=== Begin Enclosure ===

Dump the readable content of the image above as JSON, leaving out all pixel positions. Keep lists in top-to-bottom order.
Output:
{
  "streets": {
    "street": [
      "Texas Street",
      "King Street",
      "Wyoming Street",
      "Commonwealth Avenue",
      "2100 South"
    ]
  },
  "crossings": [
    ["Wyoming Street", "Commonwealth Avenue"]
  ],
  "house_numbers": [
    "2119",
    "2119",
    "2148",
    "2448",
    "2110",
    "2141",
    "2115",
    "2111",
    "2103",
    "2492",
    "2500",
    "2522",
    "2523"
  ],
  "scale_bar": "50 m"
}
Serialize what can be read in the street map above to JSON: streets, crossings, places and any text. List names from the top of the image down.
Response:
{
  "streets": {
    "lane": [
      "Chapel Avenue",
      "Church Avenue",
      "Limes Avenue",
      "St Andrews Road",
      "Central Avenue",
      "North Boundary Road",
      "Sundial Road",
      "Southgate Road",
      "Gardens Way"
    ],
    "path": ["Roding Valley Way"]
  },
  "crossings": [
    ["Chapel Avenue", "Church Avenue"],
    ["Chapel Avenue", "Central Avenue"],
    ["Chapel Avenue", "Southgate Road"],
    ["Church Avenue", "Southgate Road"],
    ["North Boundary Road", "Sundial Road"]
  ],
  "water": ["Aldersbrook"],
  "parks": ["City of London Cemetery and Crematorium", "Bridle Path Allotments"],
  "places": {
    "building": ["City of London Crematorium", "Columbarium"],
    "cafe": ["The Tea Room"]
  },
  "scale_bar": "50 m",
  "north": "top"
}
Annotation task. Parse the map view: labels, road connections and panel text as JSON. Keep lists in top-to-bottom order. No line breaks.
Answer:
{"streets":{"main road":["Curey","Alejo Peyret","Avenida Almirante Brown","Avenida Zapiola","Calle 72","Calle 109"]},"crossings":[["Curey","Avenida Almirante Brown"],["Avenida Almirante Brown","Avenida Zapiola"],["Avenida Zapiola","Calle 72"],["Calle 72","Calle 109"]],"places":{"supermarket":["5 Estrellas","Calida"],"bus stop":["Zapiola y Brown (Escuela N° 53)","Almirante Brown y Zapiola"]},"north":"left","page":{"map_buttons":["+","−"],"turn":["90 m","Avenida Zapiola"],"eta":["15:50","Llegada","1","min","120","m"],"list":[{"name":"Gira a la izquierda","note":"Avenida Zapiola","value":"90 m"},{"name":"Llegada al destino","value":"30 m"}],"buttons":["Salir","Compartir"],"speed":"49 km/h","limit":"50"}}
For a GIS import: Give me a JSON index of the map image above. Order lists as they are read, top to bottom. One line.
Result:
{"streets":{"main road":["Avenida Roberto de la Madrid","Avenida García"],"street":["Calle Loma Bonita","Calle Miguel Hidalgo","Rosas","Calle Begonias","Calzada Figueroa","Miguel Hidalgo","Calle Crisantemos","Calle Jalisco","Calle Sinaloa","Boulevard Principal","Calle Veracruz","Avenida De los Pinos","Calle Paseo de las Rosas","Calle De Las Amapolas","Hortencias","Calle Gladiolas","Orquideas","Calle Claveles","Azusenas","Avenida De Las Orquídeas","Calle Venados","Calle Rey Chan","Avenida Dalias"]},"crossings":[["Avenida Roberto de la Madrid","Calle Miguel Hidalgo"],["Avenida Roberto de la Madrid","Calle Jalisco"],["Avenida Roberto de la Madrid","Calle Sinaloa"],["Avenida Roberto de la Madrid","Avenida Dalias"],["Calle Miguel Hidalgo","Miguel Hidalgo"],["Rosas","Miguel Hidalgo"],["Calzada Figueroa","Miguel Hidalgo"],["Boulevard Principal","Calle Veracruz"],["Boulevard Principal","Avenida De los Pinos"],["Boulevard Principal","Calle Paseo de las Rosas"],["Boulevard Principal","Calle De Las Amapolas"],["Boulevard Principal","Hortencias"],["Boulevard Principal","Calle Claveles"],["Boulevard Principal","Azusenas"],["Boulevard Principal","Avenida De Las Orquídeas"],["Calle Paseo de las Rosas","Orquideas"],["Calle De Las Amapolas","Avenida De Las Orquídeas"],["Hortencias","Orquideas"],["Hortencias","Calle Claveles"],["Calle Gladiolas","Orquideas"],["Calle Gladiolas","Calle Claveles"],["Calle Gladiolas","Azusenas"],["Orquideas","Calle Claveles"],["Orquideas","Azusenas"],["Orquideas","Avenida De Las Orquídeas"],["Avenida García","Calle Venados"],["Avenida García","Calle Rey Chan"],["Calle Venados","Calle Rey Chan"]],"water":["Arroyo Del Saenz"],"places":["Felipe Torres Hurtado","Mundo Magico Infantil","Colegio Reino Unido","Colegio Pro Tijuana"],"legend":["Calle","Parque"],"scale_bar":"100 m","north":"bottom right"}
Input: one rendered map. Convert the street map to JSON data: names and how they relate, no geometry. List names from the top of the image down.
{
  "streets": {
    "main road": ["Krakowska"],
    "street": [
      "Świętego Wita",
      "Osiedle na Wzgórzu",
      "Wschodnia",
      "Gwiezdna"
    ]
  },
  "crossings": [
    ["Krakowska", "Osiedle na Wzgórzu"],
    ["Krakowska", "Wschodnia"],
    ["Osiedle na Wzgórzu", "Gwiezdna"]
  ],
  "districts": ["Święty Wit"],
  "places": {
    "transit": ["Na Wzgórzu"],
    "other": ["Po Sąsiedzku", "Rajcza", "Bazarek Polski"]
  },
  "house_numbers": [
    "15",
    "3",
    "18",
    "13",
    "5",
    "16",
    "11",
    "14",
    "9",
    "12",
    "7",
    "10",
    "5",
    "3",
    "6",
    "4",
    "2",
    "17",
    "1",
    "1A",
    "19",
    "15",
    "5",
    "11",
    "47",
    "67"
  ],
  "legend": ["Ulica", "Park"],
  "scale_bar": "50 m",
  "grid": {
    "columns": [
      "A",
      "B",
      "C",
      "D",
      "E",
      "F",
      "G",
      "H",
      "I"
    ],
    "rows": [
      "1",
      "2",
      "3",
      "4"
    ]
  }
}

=== End Enclosure ===

What you are asked to do: What you give back must match the records word for word.

Response to this task:
Dump the readable content of the image above as JSON, leaving out all pixel positions. Keep lists in top-to-bottom order.
Output:
{
  "streets": {
    "street": [
      "Texas Street",
      "King Street",
      "Wyoming Street",
      "Commonwealth Avenue",
      "2100 South"
    ]
  },
  "crossings": [
    ["Wyoming Street", "Commonwealth Avenue"]
  ],
  "house_numbers": [
    "2119",
    "2119",
    "2148",
    "2448",
    "2110",
    "2141",
    "2115",
    "2111",
    "2103",
    "2492",
    "2500",
    "2522",
    "2523"
  ],
  "scale_bar": "50 m"
}
Serialize what can be read in the street map above to JSON: streets, crossings, places and any text. List names from the top of the image down.
Response:
{
  "streets": {
    "lane": [
      "Chapel Avenue",
      "Church Avenue",
      "Limes Avenue",
      "St Andrews Road",
      "Central Avenue",
      "North Boundary Road",
      "Sundial Road",
      "Southgate Road",
      "Gardens Way"
    ],
    "path": ["Roding Valley Way"]
  },
  "crossings": [
    ["Chapel Avenue", "Church Avenue"],
    ["Chapel Avenue", "Central Avenue"],
    ["Chapel Avenue", "Southgate Road"],
    ["Church Avenue", "Southgate Road"],
    ["North Boundary Road", "Sundial Road"]
  ],
  "water": ["Aldersbrook"],
  "parks": ["City of London Cemetery and Crematorium", "Bridle Path Allotments"],
  "places": {
    "building": ["City of London Crematorium", "Columbarium"],
    "cafe": ["The Tea Room"]
  },
  "scale_bar": "50 m",
  "north": "top"
}
Annotation task. Parse the map view: labels, road connections and panel text as JSON. Keep lists in top-to-bottom order. No line breaks.
Answer:
{"streets":{"main road":["Curey","Alejo Peyret","Avenida Almirante Brown","Avenida Zapiola","Calle 72","Calle 109"]},"crossings":[["Curey","Avenida Almirante Brown"],["Avenida Almirante Brown","Avenida Zapiola"],["Avenida Zapiola","Calle 72"],["Calle 72","Calle 109"]],"places":{"supermarket":["5 Estrellas","Calida"],"bus stop":["Zapiola y Brown (Escuela N° 53)","Almirante Brown y Zapiola"]},"north":"left","page":{"map_buttons":["+","−"],"turn":["90 m","Avenida Zapiola"],"eta":["15:50","Llegada","1","min","120","m"],"list":[{"name":"Gira a la izquierda","note":"Avenida Zapiola","value":"90 m"},{"name":"Llegada al destino","value":"30 m"}],"buttons":["Salir","Compartir"],"speed":"49 km/h","limit":"50"}}
For a GIS import: Give me a JSON index of the map image above. Order lists as they are read, top to bottom. One line.
Result:
{"streets":{"main road":["Avenida Roberto de la Madrid","Avenida García"],"street":["Calle Loma Bonita","Calle Miguel Hidalgo","Rosas","Calle Begonias","Calzada Figueroa","Miguel Hidalgo","Calle Crisantemos","Calle Jalisco","Calle Sinaloa","Boulevard Principal","Calle Veracruz","Avenida De los Pinos","Calle Paseo de las Rosas","Calle De Las Amapolas","Hortencias","Calle Gladiolas","Orquideas","Calle Claveles","Azusenas","Avenida De Las Orquídeas","Calle Venados","Calle Rey Chan","Avenida Dalias"]},"crossings":[["Avenida Roberto de la Madrid","Calle Miguel Hidalgo"],["Avenida Roberto de la Madrid","Calle Jalisco"],["Avenida Roberto de la Madrid","Calle Sinaloa"],["Avenida Roberto de la Madrid","Avenida Dalias"],["Calle Miguel Hidalgo","Miguel Hidalgo"],["Rosas","Miguel Hidalgo"],["Calzada Figueroa","Miguel Hidalgo"],["Boulevard Principal","Calle Veracruz"],["Boulevard Principal","Avenida De los Pinos"],["Boulevard Principal","Calle Paseo de las Rosas"],["Boulevard Principal","Calle De Las Amapolas"],["Boulevard Principal","Hortencias"],["Boulevard Principal","Calle Claveles"],["Boulevard Principal","Azusenas"],["Boulevard Principal","Avenida De Las Orquídeas"],["Calle Paseo de las Rosas","Orquideas"],["Calle De Las Amapolas","Avenida De Las Orquídeas"],["Hortencias","Orquideas"],["Hortencias","Calle Claveles"],["Calle Gladiolas","Orquideas"],["Calle Gladiolas","Calle Claveles"],["Calle Gladiolas","Azusenas"],["Orquideas","Calle Claveles"],["Orquideas","Azusenas"],["Orquideas","Avenida De Las Orquídeas"],["Avenida García","Calle Venados"],["Avenida García","Calle Rey Chan"],["Calle Venados","Calle Rey Chan"]],"water":["Arroyo Del Saenz"],"places":["Felipe Torres Hurtado","Mundo Magico Infantil","Colegio Reino Unido","Colegio Pro Tijuana"],"legend":["Calle","Parque"],"scale_bar":"100 m","north":"bottom right"}
Input: one rendered map. Convert the street map to JSON data: names and how they relate, no geometry. List names from the top of the image down.
{
  "streets": {
    "main road": ["Krakowska"],
    "street": [
      "Świętego Wita",
      "Osiedle na Wzgórzu",
      "Wschodnia",
      "Gwiezdna"
    ]
  },
  "crossings": [
    ["Krakowska", "Osiedle na Wzgórzu"],
    ["Krakowska", "Wschodnia"],
    ["Osiedle na Wzgórzu", "Gwiezdna"]
  ],
  "districts": ["Święty Wit"],
  "places": {
    "transit": ["Na Wzgórzu"],
    "other": ["Po Sąsiedzku", "Rajcza", "Bazarek Polski"]
  },
  "house_numbers": [
    "15",
    "3",
    "18",
    "13",
    "5",
    "16",
    "11",
    "14",
    "9",
    "12",
    "7",
    "10",
    "5",
    "3",
    "6",
    "4",
    "2",
    "17",
    "1",
    "1A",
    "19",
    "15",
    "5",
    "11",
    "47",
    "67"
  ],
  "legend": ["Ulica", "Park"],
  "scale_bar": "50 m",
  "grid": {
    "columns": [
      "A",
      "B",
      "C",
      "D",
      "E",
      "F",
      "G",
      "H",
      "I"
    ],
    "rows": [
      "1",
      "2",
      "3",
      "4"
    ]
  }
}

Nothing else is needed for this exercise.